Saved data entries
=== Begin Enclosure ===

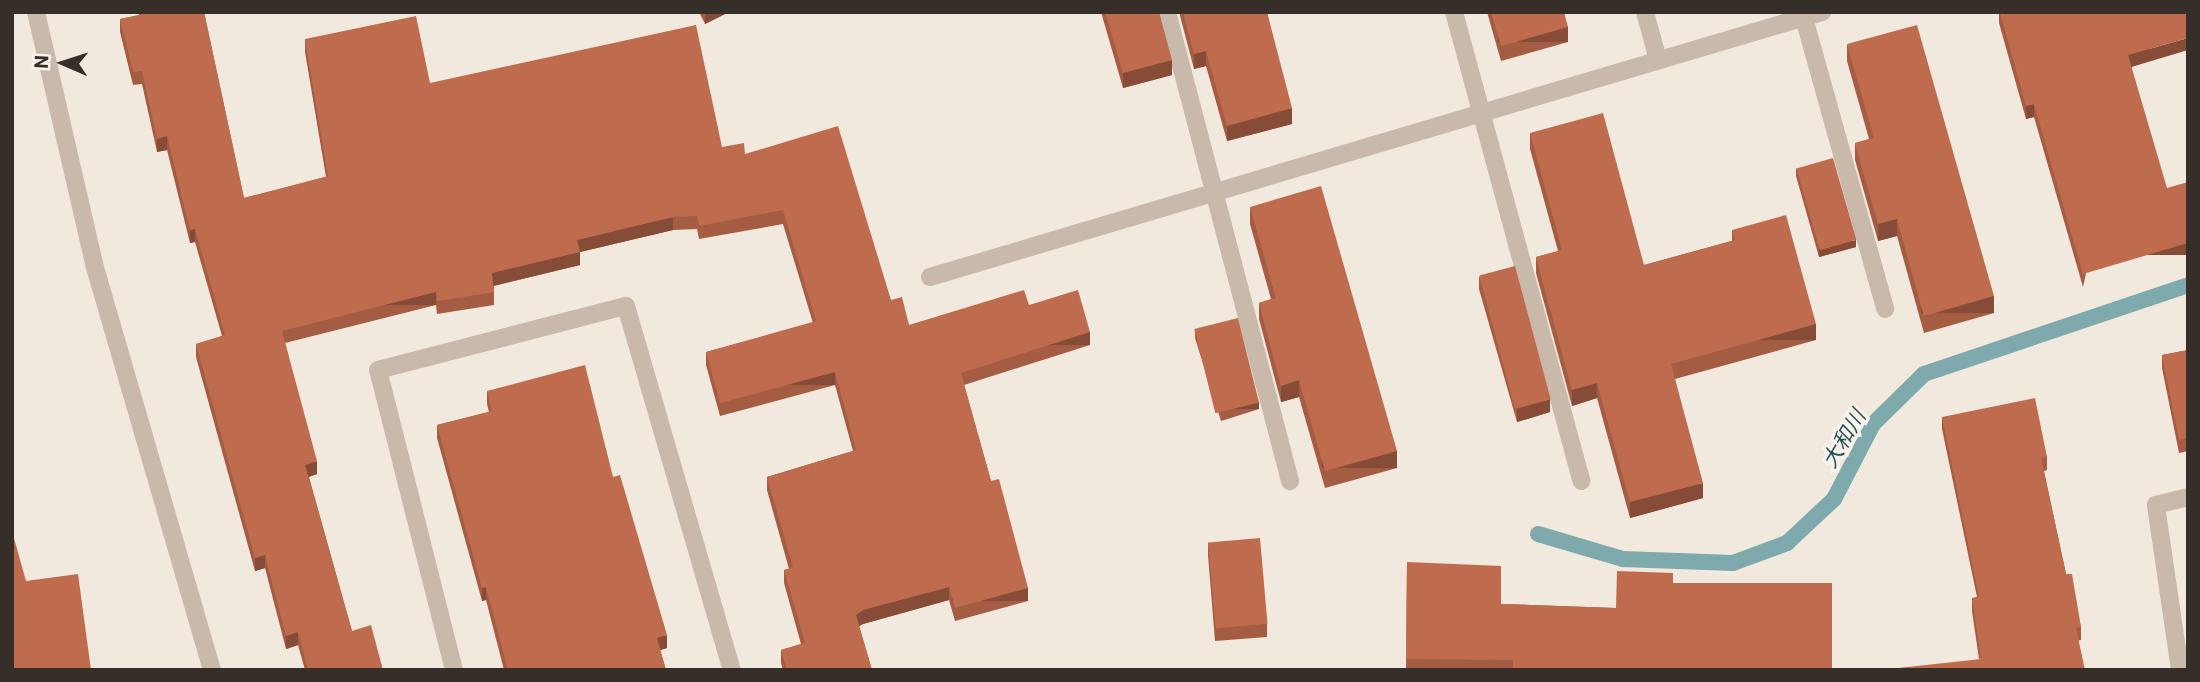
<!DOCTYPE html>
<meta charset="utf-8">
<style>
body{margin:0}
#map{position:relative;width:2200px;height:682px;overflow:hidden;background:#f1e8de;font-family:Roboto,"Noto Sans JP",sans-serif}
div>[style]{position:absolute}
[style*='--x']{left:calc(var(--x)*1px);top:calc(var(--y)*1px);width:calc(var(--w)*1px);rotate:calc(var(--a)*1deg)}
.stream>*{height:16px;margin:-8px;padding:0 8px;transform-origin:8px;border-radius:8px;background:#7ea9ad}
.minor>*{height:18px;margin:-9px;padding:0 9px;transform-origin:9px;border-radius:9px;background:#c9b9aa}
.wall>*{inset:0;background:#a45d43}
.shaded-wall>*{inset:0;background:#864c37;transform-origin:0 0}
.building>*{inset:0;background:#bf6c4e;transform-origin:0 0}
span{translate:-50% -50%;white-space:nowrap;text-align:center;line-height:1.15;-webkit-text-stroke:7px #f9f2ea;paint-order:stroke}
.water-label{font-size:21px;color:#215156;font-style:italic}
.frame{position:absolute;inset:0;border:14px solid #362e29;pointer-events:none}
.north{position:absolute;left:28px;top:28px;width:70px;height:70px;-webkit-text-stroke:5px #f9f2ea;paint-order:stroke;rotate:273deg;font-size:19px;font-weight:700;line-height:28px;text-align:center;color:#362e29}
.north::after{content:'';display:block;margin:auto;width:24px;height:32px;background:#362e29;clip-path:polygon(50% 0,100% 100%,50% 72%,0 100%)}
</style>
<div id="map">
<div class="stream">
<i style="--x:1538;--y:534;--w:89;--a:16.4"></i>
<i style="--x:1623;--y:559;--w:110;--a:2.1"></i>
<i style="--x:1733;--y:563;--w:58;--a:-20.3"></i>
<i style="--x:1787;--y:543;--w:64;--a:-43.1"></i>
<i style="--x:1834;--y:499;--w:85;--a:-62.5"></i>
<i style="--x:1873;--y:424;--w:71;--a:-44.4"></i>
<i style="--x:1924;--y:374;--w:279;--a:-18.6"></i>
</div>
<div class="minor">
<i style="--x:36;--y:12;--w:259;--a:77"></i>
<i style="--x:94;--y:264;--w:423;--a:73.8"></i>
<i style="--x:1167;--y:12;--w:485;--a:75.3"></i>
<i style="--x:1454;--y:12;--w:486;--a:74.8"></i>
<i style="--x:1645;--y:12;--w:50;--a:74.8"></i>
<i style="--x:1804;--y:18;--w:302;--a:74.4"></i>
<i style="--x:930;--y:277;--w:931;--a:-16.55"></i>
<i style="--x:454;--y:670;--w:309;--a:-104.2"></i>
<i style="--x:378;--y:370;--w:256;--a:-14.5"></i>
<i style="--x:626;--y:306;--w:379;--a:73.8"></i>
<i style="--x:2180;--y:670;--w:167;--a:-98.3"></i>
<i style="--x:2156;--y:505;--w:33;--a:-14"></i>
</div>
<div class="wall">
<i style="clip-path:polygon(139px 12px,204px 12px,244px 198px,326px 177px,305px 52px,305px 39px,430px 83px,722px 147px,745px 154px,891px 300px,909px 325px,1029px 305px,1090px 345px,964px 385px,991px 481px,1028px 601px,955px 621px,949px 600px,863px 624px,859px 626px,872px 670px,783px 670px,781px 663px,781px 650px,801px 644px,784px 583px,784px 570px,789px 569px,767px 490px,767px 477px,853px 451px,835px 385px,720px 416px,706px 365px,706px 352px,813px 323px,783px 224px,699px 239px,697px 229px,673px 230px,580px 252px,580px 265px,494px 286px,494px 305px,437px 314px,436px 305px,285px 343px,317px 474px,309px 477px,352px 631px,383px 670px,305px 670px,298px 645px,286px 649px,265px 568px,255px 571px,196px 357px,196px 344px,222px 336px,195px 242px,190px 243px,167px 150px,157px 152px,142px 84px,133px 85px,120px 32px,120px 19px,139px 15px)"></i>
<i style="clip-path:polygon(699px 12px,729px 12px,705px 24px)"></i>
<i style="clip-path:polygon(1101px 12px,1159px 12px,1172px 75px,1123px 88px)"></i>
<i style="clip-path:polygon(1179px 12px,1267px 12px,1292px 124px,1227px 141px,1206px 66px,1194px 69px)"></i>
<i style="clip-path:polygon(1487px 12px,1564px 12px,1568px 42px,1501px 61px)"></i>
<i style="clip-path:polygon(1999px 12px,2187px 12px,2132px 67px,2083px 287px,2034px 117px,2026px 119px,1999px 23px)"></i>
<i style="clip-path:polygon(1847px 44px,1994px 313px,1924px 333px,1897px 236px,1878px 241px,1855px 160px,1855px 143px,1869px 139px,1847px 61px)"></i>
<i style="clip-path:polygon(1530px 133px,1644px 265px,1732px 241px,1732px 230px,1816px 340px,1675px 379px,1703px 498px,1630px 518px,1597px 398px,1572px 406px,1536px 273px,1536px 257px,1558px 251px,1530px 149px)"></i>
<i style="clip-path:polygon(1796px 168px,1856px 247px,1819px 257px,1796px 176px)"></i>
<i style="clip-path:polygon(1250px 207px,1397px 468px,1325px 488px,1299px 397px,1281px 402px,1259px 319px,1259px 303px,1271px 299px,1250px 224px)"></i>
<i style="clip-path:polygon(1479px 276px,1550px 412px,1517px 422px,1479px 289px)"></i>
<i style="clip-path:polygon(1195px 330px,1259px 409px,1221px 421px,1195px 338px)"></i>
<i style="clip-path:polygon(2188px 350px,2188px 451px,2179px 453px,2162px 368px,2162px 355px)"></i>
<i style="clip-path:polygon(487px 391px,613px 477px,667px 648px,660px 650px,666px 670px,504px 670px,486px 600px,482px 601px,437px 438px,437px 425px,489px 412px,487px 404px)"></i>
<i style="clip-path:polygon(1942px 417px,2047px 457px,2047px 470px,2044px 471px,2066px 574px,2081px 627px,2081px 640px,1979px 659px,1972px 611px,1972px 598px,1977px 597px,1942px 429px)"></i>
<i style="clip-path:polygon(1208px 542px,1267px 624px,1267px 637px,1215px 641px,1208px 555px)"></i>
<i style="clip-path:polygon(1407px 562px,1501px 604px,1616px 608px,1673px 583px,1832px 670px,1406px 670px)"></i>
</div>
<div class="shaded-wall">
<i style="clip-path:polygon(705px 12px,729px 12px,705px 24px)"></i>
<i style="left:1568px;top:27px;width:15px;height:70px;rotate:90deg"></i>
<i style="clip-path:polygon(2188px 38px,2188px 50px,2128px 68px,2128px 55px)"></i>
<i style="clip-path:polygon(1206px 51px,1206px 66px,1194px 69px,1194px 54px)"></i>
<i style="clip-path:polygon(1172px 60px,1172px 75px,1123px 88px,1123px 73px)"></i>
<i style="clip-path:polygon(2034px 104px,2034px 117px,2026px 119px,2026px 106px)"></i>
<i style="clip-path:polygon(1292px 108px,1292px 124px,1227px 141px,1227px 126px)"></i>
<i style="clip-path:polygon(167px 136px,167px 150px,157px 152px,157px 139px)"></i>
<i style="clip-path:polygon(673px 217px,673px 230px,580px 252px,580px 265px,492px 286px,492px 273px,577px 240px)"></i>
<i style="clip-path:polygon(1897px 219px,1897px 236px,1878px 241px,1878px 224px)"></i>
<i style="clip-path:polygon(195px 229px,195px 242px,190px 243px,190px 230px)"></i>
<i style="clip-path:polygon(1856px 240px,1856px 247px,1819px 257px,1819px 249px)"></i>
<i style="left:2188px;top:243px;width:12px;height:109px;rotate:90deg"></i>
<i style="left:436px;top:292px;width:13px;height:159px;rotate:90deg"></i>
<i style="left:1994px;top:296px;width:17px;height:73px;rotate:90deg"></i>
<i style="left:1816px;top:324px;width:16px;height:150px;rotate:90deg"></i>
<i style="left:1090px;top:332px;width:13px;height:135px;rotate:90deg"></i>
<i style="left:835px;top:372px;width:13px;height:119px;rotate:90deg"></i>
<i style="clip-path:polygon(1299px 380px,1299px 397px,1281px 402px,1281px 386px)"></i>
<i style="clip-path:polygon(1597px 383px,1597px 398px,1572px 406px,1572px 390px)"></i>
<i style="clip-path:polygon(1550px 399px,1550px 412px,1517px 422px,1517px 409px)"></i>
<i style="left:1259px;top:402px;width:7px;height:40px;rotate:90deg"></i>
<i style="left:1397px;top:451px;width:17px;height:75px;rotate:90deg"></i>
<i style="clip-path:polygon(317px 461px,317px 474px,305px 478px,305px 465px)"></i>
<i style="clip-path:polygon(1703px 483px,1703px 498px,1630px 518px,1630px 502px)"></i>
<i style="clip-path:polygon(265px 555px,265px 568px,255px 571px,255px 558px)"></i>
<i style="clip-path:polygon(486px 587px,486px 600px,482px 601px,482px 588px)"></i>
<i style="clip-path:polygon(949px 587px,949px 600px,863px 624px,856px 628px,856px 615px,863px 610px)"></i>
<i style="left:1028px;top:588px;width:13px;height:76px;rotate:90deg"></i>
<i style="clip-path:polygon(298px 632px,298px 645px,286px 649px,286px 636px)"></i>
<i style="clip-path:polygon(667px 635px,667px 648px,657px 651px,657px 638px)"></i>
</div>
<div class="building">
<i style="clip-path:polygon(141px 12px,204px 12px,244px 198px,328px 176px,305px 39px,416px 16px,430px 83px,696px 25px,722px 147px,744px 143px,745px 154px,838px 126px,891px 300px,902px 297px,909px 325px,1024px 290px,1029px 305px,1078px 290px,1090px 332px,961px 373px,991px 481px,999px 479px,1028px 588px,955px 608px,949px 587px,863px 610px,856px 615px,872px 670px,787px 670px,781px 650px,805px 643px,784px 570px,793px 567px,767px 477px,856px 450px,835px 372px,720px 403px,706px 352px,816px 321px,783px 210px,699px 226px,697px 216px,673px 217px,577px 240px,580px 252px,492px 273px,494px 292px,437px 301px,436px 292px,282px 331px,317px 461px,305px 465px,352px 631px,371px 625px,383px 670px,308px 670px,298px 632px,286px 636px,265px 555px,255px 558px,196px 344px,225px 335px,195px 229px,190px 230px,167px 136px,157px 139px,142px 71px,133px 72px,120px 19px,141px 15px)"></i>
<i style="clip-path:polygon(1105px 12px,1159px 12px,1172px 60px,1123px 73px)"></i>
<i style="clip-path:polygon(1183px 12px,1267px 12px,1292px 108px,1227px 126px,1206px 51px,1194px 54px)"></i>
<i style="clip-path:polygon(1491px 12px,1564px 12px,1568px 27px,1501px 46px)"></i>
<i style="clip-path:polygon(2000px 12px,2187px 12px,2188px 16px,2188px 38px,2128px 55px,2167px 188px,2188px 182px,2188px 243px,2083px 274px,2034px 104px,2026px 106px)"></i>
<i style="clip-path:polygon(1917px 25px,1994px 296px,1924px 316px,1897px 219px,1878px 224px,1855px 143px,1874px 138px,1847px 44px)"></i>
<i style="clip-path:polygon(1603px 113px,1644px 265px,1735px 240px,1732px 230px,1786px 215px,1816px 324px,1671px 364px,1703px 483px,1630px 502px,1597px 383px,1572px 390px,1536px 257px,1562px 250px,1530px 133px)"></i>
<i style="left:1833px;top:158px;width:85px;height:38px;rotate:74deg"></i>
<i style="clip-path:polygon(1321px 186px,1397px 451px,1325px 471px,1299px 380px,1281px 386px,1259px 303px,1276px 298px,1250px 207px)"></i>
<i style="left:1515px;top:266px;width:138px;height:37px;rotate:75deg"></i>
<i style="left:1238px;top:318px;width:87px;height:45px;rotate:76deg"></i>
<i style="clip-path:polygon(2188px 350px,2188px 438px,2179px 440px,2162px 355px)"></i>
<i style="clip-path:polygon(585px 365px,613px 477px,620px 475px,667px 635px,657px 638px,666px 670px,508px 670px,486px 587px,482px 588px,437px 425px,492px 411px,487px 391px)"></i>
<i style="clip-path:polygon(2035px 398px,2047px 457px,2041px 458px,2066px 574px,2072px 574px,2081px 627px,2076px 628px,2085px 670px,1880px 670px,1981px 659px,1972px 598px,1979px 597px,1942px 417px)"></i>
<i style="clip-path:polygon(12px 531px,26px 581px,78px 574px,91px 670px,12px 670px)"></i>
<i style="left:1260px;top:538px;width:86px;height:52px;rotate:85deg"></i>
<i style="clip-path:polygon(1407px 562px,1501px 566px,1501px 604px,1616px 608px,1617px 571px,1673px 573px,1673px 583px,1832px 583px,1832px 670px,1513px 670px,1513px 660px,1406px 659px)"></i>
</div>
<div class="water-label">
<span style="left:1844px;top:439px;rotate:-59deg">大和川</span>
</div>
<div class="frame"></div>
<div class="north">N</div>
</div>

=== End Enclosure ===

_WHAT TO PRODUCE_: The lines in the records above that include the word "stream" must be copied out.

_OUTPUT BELOW_:
.stream>*{height:16px;margin:-8px;padding:0 8px;transform-origin:8px;border-radius:8px;background:#7ea9ad}
<div class="stream">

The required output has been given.